The MYB subgroup 12 motif is the MYC-interaction motif (MIM) and accurately predicts novel interactions. (A) Alignment of MIM-containing MYB TFs from Arabidopsis thaliana, with numbering according to MYB29. The subgroup 12 motif is enclosed by a box marked with a green line. (B–D) Split-ubiquitin assays with MYC4 or GL3 as baits (underlined) against (B) WT and mutated (mut) versions of MYB29 or MYB75, (C) MYB95 and MYB47, and (D) MYB21 and MYB32. In (B), the mutations to abolish the MIM are L190K, K192N and A194Y. The RB motif of MYB75 was mutated to the corresponding residues in the MYB29 R3 repeat (DLLLRLHRLLGNRWSLIAGR to QILLMLHRSLGNRWSVIAGH; motif residues underlined, as the motif is [DE]Lx₂[RK]x₃Lx₆Lx₃R (32).

Figure 4.

Decomposition of MIM core residues. (A) Interaction between MYC3 or MYC4 as bait against mutated versions of MYB29 (G120-L222).
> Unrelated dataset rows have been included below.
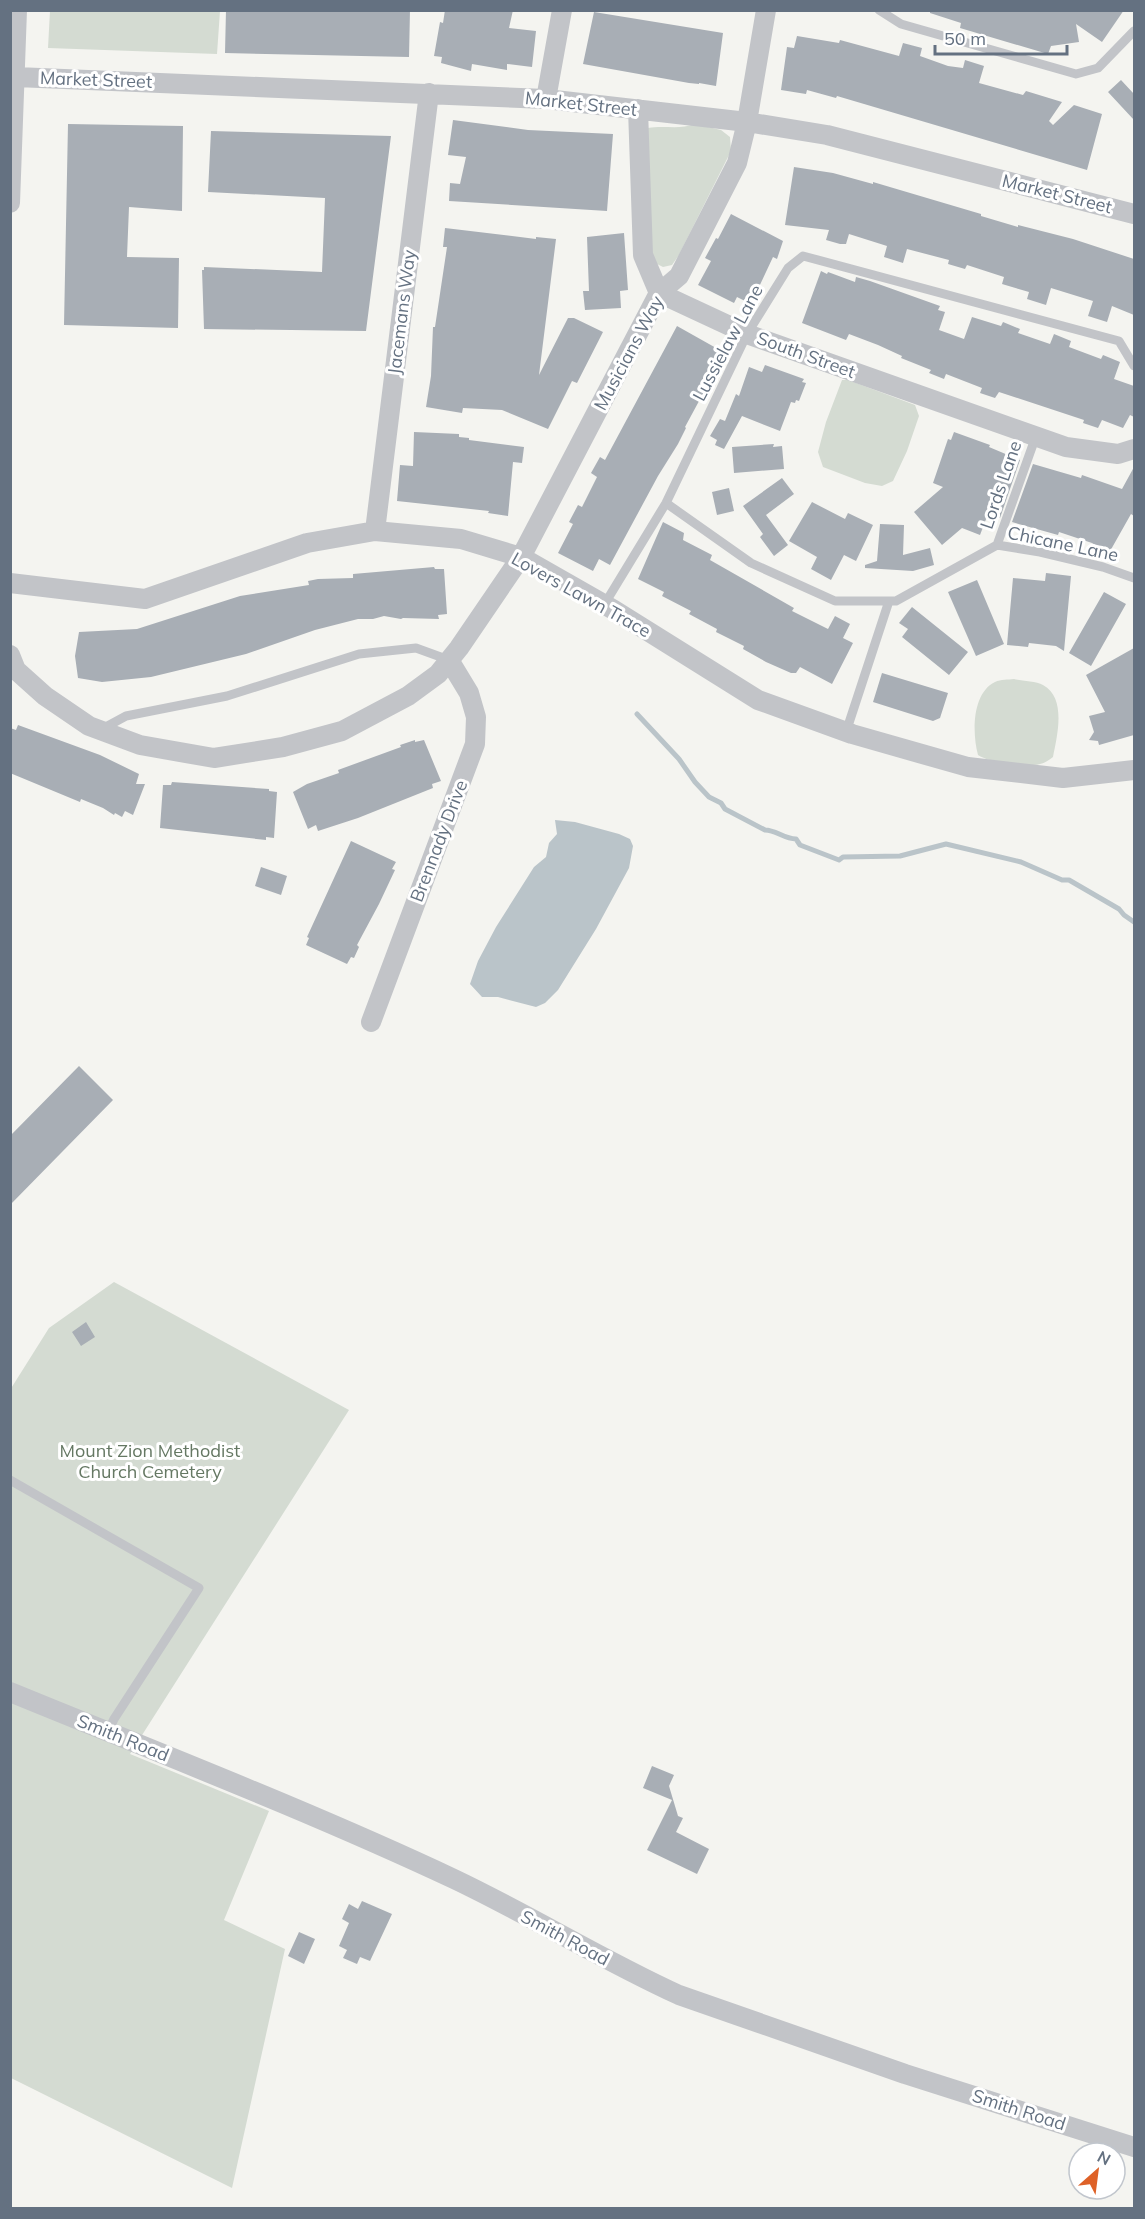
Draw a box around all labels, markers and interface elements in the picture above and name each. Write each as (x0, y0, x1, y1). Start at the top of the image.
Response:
scale bar (935, 18, 1067, 56)
text: 50 m (944, 27, 986, 50)
street label: Market Street (39, 66, 153, 93)
street label: Market Street (524, 86, 638, 121)
street label: Market Street (1000, 169, 1114, 218)
street label: Jacemans Way (382, 248, 421, 376)
street label: Lussielaw Lane (687, 281, 768, 405)
street label: Musicians Way (589, 291, 669, 414)
street label: South Street (754, 326, 859, 383)
street label: Lords Lane (975, 438, 1026, 532)
street label: Chicane Lane (1006, 521, 1121, 566)
street label: Lovers Lawn Trace (508, 547, 655, 642)
street label: Brennady Drive (405, 777, 472, 905)
park label: Mount Zion Methodist Church Cemetery (60, 1439, 240, 1483)
street label: Smith Road (74, 1709, 172, 1766)
street label: Smith Road (517, 1905, 613, 1970)
street label: Smith Road (969, 2084, 1069, 2135)
north arrow (1067, 2141, 1127, 2201)
text: N (1094, 2146, 1114, 2169)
Results from split-ubiquitin assays are displayed as tall and short bars indicating interaction and no interaction, respectively. Results from the split-ubiquitin assays for each mutant (including combinatorial mutants) against MYC3 and MYC4 can be found in Supplementary Figures S5 and 6. (B) Sequence logo of MIM sequences in Arabidopsis thaliana MYB TFs (the eight aligned sequences in Figure 3A), numbered according to MYB29, generated by WebLogo (47).

Figure 5.

Leaf glucosinolate levels in Col-0, myb29-1, or myb29-1 transgenic plants expressing pro35S:MYB29-L190A, pro35S:MYB29-L190V or pro35S:MYB29-WT shown in nmol/mg fresh weight of short chain aliphatic (A and B), long chain aliphatic (C and D) and indole (E and F) glucosinolates. A, C, E: Data are grouped by genotype/construct. Fill colours indicate relative MYB29 transcript levels. Horizontal lines show the mean of each group. Letters above panels A, C and E indicate significant differences (P< 0.05) between group means (Tukey's Honest Significant Differences test). B, D, F: Glucosinolate levels were plotted against relative MYB29 transcript levels. Dotted lines and surrounding shaded areas show linear regressions and the 95% confidence intervals, respectively. Adjusted R² is shown in the same colour as the fit. Statistical differences between slopes were tested with an ANCOVA (Table 1 and Supplementary Table S1). Individual glucosinolate levels reported in Supplementary Table S2.

Figure 6.

The MIM peptide interacts with MYC4Nt in vitro, and the affinity is affected by mutation of L190. N-terminally biotinylated 22-residue peptides comprising the WT (A and B), L190A or L190V (Supplementary Figure S7) MIM sequences of MYB29 were immobilized on streptavidin biosensors and the binding of a dilution series of MYC4Nt (L55-N253 with C-terminal 6×His tag) was detected. (A) Referenced sensorgrams. (B) Fitting of equilibrium responses for WT-MIM to a Hill equation, including the equilibrium dissociation constant (K_D) ± standard error of the fit. (C) K_D values obtained for WT-MIM, L190A-MIM and L190V-MIM peptides. n.d.: Not determined due to lack of convergence. *Mean ± s.e.m. (of n = 2 independent rounds of protein expression). **K_D from one fit ± standard error of the fit.

Figure 7.

Specificity of MYB–bHLH interactions relies on context dependent motifs. The RB motif, which mediates interaction between e.g. MYB TFs from subgroups 4, 5, 6 and 15 and R/B-like bHLH TFs, constitute surface-exposed residues in a globular domain (32), whilst the MIM identified in this work resides within the predicted disordered non-MYB region.